Copy each line in the data that includes the word "lineCap".

┄┄┄┄┄┄┄┄┄┄┄┄┄┄┄┄┄┄┄┄

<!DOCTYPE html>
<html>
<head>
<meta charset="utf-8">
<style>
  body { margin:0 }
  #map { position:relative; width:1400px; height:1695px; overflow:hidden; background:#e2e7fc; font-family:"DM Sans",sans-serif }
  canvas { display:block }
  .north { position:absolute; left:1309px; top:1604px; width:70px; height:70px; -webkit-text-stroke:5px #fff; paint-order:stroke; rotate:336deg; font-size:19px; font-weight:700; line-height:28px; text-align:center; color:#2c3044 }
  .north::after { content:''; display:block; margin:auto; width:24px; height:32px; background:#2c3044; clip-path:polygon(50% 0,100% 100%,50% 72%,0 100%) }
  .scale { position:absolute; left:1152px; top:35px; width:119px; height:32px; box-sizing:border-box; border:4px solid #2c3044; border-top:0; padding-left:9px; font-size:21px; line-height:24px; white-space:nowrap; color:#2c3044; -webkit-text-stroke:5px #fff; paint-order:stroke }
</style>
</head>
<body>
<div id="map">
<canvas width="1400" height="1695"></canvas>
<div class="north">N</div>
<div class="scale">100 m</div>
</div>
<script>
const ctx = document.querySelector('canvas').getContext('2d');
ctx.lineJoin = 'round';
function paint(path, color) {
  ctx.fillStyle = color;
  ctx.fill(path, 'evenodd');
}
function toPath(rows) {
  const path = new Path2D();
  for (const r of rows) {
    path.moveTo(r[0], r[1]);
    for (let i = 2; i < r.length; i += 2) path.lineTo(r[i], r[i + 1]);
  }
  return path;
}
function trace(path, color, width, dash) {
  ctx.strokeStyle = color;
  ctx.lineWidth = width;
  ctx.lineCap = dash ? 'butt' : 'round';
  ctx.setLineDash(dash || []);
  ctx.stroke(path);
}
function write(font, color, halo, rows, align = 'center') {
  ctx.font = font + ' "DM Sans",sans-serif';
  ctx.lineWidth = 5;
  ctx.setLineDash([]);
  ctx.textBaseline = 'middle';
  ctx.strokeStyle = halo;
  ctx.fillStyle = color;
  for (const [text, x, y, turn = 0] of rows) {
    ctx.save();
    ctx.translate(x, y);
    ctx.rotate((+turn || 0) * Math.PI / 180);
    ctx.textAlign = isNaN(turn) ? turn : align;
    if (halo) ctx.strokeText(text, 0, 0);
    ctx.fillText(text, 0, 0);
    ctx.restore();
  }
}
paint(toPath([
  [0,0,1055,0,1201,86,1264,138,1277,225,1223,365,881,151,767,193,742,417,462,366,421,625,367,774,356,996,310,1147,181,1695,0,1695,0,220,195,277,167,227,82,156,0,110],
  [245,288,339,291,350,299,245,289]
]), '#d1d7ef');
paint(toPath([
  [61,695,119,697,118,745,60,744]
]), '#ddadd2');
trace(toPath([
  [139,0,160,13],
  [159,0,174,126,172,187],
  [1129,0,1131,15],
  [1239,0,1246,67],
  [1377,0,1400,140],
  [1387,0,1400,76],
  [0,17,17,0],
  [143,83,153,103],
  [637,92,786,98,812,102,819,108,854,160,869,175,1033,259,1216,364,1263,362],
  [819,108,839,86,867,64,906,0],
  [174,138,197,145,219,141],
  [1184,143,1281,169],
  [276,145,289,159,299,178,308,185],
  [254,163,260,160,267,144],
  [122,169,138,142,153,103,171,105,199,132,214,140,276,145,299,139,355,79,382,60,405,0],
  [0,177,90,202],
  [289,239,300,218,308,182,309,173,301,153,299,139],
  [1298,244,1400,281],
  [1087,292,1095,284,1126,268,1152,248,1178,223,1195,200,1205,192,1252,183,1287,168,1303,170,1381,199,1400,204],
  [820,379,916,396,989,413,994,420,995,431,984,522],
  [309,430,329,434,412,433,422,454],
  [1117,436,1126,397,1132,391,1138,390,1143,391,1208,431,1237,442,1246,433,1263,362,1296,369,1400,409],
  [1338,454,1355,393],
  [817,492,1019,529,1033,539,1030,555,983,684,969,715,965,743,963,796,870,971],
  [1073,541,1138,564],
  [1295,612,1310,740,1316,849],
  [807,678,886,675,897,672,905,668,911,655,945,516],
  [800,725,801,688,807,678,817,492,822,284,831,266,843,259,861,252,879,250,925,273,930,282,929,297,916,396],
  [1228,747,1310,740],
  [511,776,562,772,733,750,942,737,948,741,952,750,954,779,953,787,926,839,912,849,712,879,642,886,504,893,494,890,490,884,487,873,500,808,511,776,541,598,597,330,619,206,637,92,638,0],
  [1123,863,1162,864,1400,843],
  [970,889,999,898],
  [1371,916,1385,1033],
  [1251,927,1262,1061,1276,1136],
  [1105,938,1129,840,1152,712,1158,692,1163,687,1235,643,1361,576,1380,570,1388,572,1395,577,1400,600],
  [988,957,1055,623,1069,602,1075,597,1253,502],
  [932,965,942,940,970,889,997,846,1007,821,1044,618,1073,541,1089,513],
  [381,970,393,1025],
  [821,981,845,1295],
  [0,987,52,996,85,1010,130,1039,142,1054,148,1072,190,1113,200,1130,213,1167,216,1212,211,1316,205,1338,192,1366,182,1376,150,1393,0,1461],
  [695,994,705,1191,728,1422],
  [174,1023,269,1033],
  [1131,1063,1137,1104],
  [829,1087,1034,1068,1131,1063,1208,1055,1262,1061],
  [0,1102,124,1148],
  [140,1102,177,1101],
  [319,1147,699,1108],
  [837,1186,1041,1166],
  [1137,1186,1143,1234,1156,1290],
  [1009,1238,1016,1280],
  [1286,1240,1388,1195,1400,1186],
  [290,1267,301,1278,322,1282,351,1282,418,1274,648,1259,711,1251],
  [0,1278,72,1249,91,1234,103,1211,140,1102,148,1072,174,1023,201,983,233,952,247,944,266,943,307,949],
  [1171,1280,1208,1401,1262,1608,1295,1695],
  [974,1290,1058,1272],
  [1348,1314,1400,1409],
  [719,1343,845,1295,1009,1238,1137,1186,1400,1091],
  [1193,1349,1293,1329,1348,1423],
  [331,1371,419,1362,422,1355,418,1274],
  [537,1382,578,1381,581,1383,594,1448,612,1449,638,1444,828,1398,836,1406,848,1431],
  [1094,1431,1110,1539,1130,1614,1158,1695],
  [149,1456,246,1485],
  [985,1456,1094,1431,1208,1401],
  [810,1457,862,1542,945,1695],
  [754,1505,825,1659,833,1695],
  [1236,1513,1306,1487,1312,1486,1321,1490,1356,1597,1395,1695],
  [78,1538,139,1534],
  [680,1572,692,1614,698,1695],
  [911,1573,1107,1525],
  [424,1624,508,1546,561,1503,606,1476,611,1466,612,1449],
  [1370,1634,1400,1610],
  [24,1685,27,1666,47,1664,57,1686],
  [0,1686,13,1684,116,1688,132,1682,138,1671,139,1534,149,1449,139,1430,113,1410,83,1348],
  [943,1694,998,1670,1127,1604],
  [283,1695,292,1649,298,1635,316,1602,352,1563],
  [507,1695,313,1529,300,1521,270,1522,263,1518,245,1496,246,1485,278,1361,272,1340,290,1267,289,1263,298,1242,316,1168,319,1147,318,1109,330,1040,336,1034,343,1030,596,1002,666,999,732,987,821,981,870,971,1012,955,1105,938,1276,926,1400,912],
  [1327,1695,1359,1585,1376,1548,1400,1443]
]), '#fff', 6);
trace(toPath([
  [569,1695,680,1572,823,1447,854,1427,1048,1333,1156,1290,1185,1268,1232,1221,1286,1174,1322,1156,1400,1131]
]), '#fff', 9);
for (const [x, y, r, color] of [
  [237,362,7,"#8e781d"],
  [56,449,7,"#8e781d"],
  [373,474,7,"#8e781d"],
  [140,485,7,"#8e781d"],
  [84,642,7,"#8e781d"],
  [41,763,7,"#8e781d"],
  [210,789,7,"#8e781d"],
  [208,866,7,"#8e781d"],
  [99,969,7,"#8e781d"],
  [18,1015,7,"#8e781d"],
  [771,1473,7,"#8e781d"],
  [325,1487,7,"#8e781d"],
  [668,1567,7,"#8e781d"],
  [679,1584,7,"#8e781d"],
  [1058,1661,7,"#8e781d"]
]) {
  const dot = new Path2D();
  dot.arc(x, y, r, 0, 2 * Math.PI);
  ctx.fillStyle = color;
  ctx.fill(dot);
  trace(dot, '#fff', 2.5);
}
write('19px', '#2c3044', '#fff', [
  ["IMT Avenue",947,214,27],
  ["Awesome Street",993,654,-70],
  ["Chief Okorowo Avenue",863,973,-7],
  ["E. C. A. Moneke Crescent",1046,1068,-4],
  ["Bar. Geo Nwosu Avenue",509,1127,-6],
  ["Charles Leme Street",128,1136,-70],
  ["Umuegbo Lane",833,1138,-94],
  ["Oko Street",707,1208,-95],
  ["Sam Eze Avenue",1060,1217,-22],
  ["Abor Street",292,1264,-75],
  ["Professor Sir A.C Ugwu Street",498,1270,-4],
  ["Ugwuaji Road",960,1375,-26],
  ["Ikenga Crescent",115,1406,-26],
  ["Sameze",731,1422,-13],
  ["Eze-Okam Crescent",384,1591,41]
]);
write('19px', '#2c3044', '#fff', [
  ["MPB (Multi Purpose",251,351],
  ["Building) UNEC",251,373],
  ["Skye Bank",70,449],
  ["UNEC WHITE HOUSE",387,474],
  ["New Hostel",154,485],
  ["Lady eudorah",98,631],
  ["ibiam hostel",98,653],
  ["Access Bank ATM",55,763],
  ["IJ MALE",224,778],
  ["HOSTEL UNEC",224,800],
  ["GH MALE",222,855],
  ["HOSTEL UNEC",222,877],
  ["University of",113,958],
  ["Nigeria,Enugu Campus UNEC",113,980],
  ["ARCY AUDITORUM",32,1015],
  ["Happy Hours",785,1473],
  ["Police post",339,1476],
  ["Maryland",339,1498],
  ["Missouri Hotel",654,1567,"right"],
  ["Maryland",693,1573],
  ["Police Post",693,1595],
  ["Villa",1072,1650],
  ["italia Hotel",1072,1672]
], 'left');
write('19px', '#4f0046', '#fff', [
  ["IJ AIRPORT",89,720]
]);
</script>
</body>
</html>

┄┄┄┄┄┄┄┄┄┄┄┄┄┄┄┄┄┄┄┄

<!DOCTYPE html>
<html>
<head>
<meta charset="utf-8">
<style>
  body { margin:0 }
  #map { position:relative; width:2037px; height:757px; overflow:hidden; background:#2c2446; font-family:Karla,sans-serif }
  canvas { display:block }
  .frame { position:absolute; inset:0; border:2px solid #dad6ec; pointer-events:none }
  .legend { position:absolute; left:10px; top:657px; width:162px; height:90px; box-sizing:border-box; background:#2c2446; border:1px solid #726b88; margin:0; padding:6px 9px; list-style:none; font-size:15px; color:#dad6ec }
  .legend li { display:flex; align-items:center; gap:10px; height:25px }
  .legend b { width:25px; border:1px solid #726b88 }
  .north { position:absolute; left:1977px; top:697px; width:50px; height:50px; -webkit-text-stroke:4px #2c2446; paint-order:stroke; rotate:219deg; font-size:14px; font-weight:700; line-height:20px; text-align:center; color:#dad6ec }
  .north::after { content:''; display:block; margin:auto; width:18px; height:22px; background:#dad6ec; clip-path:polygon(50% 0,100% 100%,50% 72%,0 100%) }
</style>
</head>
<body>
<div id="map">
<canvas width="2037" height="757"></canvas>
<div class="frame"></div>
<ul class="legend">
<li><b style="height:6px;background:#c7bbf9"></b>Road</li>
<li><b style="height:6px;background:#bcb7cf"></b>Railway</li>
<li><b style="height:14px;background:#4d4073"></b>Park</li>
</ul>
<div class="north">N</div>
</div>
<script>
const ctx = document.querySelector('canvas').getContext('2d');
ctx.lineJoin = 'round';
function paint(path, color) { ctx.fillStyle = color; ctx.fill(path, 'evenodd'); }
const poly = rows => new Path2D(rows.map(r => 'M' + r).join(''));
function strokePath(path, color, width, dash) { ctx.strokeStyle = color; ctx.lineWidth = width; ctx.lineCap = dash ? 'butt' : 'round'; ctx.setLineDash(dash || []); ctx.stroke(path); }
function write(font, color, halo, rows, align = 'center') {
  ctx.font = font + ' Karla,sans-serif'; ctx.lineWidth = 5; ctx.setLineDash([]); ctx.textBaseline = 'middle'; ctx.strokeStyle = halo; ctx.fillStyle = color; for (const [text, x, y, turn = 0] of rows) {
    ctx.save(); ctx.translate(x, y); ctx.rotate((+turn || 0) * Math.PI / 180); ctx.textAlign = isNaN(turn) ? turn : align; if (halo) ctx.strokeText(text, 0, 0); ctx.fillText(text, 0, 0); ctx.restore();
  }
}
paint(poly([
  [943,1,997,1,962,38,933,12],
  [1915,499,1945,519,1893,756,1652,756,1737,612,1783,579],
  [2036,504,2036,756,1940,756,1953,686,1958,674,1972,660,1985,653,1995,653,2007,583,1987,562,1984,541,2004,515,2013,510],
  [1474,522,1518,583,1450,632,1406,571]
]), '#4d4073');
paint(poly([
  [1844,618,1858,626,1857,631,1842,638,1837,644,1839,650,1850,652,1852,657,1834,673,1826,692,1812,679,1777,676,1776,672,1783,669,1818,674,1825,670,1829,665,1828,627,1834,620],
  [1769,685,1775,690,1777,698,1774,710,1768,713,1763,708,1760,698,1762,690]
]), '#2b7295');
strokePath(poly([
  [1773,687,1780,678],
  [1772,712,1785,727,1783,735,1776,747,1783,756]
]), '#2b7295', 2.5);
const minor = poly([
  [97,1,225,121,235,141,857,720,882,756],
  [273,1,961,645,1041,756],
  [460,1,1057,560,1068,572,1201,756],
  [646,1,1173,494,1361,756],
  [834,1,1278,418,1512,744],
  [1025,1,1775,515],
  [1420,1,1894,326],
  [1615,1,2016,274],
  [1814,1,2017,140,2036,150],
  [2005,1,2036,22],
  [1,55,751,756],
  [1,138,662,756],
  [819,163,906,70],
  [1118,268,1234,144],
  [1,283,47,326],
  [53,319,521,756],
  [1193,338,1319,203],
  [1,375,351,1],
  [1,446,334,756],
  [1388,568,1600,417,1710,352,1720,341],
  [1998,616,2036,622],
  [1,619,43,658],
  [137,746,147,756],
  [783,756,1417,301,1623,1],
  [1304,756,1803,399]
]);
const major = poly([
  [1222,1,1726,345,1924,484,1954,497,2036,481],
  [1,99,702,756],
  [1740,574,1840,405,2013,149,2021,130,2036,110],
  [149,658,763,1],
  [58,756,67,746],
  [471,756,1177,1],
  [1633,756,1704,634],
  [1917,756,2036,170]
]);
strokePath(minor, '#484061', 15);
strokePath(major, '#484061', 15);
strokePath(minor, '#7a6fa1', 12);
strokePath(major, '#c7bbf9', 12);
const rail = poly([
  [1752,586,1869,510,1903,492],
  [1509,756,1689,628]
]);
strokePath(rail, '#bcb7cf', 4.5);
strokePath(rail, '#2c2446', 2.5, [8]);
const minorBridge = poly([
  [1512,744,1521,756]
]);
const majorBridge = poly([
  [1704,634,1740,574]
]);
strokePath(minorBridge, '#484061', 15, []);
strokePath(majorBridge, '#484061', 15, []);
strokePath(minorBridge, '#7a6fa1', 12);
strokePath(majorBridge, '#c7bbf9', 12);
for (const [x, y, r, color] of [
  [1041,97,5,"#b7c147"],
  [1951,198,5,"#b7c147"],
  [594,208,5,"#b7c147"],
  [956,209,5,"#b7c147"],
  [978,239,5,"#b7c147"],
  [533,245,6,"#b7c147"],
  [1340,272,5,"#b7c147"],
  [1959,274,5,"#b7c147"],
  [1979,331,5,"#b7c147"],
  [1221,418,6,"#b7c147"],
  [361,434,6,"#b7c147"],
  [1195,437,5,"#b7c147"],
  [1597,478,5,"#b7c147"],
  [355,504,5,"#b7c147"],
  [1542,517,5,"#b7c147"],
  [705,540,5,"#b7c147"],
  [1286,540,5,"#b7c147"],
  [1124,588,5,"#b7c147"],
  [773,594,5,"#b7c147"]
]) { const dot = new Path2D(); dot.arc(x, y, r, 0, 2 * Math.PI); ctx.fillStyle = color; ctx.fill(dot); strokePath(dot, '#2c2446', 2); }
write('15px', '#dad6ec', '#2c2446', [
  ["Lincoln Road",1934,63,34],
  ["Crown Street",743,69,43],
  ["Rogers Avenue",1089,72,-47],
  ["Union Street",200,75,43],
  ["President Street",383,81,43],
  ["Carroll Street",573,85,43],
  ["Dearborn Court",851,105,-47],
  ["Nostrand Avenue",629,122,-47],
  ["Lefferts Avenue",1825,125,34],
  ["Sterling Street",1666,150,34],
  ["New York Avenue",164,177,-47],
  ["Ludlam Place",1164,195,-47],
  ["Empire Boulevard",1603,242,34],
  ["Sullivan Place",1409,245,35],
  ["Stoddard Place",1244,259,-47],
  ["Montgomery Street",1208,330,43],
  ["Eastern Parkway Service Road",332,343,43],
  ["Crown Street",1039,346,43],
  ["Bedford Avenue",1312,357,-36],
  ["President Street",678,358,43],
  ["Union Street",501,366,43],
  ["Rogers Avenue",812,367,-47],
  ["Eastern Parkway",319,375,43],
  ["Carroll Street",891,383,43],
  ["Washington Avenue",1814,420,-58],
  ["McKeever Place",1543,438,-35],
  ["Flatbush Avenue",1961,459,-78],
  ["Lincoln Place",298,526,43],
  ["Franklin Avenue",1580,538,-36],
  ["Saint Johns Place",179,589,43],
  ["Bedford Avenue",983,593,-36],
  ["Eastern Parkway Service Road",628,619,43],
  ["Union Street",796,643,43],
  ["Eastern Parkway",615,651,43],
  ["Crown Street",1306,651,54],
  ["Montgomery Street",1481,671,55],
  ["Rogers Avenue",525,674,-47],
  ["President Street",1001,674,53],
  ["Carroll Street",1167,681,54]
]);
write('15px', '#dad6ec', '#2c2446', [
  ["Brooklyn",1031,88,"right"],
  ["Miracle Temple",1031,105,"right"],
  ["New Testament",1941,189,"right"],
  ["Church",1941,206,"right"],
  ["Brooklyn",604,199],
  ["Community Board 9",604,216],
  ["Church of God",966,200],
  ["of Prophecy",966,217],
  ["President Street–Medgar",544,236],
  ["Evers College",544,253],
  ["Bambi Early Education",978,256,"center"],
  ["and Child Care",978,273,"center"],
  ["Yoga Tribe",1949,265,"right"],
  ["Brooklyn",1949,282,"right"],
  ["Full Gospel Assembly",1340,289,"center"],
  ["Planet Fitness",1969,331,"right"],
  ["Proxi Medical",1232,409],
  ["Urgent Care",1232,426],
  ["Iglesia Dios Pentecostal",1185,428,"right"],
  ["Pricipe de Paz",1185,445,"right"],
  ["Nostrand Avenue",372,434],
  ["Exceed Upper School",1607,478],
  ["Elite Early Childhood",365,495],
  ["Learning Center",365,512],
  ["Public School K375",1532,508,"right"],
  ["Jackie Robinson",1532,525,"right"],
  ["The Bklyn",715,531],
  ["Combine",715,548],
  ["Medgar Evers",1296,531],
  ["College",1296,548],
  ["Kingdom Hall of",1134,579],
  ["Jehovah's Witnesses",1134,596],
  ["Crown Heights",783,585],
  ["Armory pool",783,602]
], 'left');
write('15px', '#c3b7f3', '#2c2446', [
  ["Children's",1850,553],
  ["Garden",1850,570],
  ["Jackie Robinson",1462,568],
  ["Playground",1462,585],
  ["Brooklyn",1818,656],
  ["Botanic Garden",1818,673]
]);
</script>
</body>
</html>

┄┄┄┄┄┄┄┄┄┄┄┄┄┄┄┄┄┄┄┄

§ **SOLUTION FOR THIS PROBLEM**:
  ctx.lineCap = dash ? 'butt' : 'round';
function strokePath(path, color, width, dash) { ctx.strokeStyle = color; ctx.lineWidth = width; ctx.lineCap = dash ? 'butt' : 'round'; ctx.setLineDash(dash || []); ctx.stroke(path); }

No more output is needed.